Exercise instructions => The line containing "Localize all place" opens the span to copy, and the last line of the records below closes it. Write out that span exactly.

Material provided =>
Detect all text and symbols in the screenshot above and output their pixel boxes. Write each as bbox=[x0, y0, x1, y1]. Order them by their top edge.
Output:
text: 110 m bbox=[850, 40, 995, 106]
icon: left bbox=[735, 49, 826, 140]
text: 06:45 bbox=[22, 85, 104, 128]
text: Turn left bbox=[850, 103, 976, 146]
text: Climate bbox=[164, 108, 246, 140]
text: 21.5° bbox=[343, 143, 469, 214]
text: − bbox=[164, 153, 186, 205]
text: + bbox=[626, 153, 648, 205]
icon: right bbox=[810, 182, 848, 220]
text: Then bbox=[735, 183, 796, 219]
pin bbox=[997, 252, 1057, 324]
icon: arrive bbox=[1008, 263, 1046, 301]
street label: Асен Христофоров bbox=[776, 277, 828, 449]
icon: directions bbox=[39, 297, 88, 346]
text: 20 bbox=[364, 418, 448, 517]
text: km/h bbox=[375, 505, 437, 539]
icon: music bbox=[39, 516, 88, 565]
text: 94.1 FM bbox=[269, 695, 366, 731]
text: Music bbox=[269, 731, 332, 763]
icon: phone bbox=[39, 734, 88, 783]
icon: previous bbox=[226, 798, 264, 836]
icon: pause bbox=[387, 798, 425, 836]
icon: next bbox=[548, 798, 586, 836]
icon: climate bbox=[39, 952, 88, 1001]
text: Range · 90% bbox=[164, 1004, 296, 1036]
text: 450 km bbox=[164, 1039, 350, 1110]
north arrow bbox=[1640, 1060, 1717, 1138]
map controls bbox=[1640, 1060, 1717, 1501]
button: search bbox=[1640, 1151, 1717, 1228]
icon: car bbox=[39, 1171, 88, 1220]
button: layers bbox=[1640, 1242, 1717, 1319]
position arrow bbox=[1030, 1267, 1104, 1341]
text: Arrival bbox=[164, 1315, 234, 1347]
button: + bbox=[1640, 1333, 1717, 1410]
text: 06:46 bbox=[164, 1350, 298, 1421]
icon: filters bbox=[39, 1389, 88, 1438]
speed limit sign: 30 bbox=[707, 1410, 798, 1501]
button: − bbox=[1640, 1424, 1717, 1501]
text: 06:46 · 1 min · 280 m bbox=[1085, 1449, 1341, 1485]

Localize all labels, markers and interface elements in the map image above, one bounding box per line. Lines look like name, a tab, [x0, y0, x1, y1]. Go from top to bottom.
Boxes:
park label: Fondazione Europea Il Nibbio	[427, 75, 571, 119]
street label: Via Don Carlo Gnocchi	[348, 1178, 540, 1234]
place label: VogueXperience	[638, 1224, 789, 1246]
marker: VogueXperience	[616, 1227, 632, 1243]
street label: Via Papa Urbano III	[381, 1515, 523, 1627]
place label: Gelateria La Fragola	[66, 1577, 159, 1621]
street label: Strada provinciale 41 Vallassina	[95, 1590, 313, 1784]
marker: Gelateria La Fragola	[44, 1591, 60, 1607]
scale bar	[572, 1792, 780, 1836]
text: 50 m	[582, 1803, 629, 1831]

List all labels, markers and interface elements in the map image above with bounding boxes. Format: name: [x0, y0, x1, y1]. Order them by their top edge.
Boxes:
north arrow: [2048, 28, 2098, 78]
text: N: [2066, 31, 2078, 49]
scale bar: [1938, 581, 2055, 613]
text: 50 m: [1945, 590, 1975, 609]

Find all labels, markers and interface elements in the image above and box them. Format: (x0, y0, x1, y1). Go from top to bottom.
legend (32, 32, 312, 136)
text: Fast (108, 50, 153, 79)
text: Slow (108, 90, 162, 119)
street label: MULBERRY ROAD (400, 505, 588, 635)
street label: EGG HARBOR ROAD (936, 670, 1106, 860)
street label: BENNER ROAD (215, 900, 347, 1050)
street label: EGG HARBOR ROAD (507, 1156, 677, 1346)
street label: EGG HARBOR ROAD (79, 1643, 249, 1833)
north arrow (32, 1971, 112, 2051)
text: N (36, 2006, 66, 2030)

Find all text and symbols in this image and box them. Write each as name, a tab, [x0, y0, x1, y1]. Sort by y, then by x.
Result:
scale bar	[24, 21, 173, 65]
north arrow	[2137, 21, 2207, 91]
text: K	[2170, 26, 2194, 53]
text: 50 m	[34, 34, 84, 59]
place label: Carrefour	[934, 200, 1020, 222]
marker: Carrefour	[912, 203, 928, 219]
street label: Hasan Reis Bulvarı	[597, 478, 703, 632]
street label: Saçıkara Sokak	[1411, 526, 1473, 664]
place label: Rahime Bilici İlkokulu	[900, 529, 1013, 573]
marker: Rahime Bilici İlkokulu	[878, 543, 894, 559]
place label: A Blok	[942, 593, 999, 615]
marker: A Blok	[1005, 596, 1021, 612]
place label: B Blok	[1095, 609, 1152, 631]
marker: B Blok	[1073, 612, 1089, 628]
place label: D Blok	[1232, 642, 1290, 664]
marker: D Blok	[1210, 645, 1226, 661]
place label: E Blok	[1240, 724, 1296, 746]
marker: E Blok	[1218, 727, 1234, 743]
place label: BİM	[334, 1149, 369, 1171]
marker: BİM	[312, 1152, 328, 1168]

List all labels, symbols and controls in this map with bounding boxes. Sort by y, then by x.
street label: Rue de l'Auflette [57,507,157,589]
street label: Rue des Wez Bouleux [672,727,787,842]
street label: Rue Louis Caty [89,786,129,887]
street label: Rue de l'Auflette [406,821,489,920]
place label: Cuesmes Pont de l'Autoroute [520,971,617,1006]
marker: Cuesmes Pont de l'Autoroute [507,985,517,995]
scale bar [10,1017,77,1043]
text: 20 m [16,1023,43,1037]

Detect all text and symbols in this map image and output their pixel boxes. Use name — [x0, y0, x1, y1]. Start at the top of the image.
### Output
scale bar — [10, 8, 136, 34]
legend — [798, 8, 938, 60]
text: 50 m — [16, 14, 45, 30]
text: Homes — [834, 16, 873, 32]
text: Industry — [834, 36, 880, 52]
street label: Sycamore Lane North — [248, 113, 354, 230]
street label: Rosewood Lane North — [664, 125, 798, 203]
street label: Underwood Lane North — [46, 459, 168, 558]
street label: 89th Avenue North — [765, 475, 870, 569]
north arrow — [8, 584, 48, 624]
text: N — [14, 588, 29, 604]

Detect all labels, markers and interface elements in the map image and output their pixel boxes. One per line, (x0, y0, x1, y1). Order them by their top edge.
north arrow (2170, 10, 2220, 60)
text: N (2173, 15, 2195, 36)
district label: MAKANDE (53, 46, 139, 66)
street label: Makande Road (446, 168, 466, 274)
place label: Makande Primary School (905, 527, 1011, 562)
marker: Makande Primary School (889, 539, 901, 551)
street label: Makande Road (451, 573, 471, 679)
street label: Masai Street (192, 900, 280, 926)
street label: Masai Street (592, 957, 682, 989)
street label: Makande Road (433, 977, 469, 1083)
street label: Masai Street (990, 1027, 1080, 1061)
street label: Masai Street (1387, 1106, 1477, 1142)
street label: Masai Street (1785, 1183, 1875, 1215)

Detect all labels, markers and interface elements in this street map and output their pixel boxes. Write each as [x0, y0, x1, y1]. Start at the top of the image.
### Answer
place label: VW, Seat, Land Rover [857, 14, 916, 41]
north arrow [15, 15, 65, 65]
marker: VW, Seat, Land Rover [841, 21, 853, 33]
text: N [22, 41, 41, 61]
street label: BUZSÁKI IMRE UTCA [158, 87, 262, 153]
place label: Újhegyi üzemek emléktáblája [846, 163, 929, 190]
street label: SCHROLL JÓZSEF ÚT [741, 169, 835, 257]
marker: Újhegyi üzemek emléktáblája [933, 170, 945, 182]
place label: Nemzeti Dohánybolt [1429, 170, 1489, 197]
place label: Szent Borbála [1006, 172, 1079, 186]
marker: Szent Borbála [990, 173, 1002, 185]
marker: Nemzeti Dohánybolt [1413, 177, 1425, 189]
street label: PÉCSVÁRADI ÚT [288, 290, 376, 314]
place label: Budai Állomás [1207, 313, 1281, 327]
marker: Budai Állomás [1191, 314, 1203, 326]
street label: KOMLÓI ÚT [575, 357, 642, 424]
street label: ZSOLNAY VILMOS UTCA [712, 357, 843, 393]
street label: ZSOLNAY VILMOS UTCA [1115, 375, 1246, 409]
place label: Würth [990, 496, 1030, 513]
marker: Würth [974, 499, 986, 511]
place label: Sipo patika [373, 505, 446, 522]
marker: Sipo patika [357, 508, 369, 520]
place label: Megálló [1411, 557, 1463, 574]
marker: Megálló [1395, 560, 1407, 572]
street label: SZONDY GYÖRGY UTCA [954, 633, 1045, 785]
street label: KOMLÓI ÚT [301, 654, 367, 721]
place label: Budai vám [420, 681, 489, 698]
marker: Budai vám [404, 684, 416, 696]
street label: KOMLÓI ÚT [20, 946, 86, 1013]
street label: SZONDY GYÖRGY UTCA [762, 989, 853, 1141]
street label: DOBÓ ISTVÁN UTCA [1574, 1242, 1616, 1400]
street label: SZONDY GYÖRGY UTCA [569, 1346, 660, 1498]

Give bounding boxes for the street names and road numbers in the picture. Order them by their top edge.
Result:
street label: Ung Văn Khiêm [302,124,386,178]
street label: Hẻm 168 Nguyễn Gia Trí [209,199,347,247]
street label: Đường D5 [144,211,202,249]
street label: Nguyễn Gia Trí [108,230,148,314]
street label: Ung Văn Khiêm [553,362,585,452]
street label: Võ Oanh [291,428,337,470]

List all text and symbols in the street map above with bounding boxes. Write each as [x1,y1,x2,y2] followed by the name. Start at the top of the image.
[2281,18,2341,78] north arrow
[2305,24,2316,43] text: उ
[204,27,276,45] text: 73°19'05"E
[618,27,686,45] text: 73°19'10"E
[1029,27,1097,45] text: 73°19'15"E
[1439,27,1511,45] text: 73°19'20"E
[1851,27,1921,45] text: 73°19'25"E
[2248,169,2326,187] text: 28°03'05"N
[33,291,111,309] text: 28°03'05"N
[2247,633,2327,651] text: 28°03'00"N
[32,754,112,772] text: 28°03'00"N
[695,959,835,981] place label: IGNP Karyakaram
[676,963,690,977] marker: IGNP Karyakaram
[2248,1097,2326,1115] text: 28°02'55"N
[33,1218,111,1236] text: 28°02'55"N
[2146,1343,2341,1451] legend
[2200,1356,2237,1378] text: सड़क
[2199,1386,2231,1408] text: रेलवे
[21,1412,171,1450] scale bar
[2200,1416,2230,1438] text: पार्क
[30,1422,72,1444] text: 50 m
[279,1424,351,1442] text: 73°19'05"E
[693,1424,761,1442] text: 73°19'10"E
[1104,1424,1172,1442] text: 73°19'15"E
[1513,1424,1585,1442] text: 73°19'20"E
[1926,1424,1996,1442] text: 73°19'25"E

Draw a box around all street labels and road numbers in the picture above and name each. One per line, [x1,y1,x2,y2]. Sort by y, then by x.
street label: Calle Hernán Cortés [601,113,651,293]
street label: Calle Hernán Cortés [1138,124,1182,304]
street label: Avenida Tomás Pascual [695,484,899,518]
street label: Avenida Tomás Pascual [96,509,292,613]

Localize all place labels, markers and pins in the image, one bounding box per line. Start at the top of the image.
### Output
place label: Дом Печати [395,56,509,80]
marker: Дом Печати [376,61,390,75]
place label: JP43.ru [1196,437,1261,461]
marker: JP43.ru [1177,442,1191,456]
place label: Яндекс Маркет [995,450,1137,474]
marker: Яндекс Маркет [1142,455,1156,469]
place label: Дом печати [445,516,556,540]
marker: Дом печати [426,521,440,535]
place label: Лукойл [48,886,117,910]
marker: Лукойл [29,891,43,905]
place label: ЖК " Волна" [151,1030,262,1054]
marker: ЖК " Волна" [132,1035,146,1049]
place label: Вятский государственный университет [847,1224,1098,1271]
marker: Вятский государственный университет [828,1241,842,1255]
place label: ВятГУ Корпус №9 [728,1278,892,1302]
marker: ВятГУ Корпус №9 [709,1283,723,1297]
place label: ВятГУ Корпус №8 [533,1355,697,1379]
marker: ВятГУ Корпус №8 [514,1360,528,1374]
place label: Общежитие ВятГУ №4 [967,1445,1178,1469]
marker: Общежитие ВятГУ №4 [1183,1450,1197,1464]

Solution to the problem =>
Localize all place labels, markers and pins in the image, one bounding box per line. Start at the top of the image.
### Output
place label: Дом Печати [395,56,509,80]
marker: Дом Печати [376,61,390,75]
place label: JP43.ru [1196,437,1261,461]
marker: JP43.ru [1177,442,1191,456]
place label: Яндекс Маркет [995,450,1137,474]
marker: Яндекс Маркет [1142,455,1156,469]
place label: Дом печати [445,516,556,540]
marker: Дом печати [426,521,440,535]
place label: Лукойл [48,886,117,910]
marker: Лукойл [29,891,43,905]
place label: ЖК " Волна" [151,1030,262,1054]
marker: ЖК " Волна" [132,1035,146,1049]
place label: Вятский государственный университет [847,1224,1098,1271]
marker: Вятский государственный университет [828,1241,842,1255]
place label: ВятГУ Корпус №9 [728,1278,892,1302]
marker: ВятГУ Корпус №9 [709,1283,723,1297]
place label: ВятГУ Корпус №8 [533,1355,697,1379]
marker: ВятГУ Корпус №8 [514,1360,528,1374]
place label: Общежитие ВятГУ №4 [967,1445,1178,1469]
marker: Общежитие ВятГУ №4 [1183,1450,1197,1464]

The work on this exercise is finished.